## TASK BRIEF
Only the number is wanted: count the lines in the data with "strokeStyle" in them.

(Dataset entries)
┌────────

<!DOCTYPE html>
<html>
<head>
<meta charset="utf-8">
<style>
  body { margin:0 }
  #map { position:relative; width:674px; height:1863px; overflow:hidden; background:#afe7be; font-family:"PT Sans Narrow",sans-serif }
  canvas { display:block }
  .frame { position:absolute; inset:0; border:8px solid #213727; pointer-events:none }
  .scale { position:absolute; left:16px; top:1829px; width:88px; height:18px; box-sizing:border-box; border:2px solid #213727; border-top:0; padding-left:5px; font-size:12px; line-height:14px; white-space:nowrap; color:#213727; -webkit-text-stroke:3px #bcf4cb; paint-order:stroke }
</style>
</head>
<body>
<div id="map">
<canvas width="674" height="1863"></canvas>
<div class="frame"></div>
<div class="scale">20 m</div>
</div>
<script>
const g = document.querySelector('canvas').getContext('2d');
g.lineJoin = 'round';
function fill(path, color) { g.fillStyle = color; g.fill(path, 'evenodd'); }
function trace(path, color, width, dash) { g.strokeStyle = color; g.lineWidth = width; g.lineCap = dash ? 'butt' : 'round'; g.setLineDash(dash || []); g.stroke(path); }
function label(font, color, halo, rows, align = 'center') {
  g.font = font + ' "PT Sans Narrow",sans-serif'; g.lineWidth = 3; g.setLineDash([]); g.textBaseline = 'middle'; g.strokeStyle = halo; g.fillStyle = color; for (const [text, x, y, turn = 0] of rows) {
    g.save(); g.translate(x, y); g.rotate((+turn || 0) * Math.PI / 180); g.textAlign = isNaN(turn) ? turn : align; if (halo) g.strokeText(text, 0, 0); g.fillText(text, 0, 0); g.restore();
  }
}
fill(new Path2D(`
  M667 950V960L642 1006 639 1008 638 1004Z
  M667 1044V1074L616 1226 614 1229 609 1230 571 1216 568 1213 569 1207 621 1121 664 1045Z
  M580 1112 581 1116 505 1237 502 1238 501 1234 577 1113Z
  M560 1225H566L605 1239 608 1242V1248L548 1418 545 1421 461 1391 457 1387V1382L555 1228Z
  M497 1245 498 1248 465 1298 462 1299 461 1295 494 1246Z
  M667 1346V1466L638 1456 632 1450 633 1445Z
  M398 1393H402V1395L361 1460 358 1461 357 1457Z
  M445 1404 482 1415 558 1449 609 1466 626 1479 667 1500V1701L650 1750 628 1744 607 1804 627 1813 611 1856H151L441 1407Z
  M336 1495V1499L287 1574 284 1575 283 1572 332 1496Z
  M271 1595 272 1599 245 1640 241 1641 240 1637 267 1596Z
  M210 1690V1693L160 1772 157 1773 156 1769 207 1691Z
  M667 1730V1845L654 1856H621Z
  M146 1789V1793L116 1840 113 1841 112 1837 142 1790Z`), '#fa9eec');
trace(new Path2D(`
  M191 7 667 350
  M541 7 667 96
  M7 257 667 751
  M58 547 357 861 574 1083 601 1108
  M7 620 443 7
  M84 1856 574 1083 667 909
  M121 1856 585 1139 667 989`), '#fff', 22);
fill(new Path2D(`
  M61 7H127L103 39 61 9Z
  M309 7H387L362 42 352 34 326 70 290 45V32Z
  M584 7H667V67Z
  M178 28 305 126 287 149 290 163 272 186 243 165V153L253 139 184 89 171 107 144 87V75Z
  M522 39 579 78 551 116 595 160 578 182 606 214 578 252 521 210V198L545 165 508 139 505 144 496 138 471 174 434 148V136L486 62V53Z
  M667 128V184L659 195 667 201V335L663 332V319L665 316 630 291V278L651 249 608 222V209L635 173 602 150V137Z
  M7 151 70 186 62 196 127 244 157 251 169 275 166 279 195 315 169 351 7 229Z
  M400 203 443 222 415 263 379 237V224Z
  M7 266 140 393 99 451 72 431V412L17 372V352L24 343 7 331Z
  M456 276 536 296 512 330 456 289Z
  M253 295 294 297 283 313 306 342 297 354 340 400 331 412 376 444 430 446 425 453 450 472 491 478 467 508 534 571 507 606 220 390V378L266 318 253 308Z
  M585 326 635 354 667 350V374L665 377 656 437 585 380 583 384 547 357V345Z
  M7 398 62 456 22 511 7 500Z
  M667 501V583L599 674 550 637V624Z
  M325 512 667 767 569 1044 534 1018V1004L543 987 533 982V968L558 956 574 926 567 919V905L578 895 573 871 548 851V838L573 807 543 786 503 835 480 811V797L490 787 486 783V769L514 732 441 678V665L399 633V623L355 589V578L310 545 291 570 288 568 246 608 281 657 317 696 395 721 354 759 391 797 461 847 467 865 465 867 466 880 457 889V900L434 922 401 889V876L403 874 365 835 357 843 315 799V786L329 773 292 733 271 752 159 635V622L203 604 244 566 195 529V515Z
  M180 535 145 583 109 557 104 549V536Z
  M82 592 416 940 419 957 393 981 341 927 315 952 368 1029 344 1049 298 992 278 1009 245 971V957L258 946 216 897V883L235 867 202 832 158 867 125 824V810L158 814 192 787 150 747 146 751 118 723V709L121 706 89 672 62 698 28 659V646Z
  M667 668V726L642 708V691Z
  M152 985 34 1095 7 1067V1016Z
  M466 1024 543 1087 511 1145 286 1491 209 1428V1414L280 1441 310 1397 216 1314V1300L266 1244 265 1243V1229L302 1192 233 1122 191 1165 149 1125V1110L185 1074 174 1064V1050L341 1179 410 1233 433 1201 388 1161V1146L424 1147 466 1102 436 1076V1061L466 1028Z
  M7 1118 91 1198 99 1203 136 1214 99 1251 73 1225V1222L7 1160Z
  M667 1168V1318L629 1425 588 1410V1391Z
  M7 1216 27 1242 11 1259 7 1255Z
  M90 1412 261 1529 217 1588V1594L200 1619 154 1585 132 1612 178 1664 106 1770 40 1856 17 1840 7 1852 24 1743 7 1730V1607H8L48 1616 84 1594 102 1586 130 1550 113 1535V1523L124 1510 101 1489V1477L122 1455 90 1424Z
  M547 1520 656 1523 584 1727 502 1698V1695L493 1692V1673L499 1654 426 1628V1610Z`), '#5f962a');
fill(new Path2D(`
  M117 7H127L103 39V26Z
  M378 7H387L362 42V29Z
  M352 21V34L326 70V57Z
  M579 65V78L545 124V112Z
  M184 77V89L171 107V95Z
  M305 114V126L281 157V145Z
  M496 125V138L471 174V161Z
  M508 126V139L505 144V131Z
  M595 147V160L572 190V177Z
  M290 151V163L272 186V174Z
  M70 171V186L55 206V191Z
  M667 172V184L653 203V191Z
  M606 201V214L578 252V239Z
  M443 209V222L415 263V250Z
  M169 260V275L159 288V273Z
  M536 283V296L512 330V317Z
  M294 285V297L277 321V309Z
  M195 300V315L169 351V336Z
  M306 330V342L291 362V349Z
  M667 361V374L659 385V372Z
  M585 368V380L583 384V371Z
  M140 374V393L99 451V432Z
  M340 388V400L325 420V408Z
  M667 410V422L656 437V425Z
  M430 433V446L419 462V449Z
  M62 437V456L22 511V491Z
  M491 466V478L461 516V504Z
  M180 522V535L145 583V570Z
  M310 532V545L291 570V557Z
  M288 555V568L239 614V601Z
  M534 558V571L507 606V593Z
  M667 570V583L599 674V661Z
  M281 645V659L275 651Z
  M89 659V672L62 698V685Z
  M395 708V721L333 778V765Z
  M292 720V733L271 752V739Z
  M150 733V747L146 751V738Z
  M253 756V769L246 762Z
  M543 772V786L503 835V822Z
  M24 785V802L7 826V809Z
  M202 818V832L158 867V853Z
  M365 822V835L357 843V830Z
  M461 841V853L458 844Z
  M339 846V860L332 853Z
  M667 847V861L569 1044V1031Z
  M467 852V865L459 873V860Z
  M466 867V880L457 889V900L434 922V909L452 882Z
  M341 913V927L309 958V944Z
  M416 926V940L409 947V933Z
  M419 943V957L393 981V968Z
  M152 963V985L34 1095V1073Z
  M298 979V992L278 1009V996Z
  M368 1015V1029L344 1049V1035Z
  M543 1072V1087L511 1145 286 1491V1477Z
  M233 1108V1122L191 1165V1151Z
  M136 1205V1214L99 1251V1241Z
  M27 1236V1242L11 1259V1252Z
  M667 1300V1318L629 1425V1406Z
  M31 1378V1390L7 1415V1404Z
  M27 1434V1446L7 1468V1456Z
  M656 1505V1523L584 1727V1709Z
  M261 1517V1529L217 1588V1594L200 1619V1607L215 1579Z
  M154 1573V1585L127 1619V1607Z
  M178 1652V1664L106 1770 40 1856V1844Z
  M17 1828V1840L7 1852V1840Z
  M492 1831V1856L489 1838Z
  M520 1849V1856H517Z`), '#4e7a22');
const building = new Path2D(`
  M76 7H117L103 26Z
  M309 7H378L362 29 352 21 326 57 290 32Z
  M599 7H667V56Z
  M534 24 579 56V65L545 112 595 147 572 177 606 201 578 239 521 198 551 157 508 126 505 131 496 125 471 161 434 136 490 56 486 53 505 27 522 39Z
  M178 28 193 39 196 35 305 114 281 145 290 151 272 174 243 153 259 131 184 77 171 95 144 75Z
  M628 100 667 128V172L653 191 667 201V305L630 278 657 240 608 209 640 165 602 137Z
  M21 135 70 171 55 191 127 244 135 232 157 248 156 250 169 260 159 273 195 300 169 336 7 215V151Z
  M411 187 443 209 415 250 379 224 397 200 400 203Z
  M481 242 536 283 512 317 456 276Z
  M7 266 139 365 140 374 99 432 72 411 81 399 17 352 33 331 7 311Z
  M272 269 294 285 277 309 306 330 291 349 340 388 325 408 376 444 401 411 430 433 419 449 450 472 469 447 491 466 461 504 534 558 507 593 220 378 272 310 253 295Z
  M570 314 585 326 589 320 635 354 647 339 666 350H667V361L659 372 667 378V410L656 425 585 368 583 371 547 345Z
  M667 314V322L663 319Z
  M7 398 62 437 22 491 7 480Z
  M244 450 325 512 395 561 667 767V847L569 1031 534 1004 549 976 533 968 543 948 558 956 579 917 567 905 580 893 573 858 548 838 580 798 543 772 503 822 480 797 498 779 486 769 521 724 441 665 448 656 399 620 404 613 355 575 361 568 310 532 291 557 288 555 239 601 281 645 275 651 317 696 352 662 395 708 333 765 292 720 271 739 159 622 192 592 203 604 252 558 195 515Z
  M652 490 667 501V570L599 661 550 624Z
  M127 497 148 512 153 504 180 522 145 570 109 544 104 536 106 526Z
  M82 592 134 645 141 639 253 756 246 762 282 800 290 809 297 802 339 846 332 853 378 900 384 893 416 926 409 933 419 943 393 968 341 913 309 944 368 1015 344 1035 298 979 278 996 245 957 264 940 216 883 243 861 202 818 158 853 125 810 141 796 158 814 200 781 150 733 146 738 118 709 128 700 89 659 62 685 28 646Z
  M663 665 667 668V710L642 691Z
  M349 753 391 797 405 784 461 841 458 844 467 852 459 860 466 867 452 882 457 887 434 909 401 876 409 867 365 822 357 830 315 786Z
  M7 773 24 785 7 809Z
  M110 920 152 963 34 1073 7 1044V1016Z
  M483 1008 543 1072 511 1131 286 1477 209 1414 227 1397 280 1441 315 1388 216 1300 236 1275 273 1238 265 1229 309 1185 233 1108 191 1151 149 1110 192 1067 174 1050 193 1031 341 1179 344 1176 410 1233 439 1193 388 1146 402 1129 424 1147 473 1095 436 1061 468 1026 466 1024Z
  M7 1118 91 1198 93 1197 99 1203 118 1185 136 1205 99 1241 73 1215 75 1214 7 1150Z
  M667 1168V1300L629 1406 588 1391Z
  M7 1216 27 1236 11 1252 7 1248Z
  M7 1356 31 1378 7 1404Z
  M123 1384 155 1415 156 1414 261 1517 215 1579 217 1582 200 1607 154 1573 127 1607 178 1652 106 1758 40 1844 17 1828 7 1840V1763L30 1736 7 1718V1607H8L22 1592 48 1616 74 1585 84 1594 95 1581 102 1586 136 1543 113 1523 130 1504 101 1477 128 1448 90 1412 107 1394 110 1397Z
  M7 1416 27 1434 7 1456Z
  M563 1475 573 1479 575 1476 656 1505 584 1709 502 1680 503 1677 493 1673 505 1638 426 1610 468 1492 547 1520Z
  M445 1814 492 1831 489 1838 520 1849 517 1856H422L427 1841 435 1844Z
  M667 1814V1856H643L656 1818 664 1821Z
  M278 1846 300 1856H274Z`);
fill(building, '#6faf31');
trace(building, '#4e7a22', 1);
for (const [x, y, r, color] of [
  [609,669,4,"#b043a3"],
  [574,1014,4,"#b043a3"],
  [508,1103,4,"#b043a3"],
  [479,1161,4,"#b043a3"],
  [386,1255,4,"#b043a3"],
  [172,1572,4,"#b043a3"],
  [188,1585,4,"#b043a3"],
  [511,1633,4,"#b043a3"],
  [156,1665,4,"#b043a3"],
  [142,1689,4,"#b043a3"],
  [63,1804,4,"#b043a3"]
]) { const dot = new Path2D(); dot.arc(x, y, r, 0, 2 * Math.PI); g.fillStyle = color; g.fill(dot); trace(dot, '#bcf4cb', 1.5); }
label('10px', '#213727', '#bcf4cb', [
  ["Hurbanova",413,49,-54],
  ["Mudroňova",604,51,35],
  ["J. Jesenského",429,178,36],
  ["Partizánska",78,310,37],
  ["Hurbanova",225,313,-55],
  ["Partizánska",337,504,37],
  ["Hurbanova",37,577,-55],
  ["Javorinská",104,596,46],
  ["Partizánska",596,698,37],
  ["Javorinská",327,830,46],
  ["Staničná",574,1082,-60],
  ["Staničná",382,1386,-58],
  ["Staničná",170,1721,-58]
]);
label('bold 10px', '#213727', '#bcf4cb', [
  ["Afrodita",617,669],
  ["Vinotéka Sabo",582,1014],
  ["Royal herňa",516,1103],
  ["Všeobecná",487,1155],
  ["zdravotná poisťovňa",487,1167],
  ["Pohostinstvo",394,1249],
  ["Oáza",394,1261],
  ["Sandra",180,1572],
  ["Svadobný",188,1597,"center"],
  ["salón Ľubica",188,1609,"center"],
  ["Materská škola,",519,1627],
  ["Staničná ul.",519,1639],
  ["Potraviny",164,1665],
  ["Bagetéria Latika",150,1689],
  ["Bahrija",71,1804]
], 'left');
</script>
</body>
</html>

└────────

## RESPONSE
2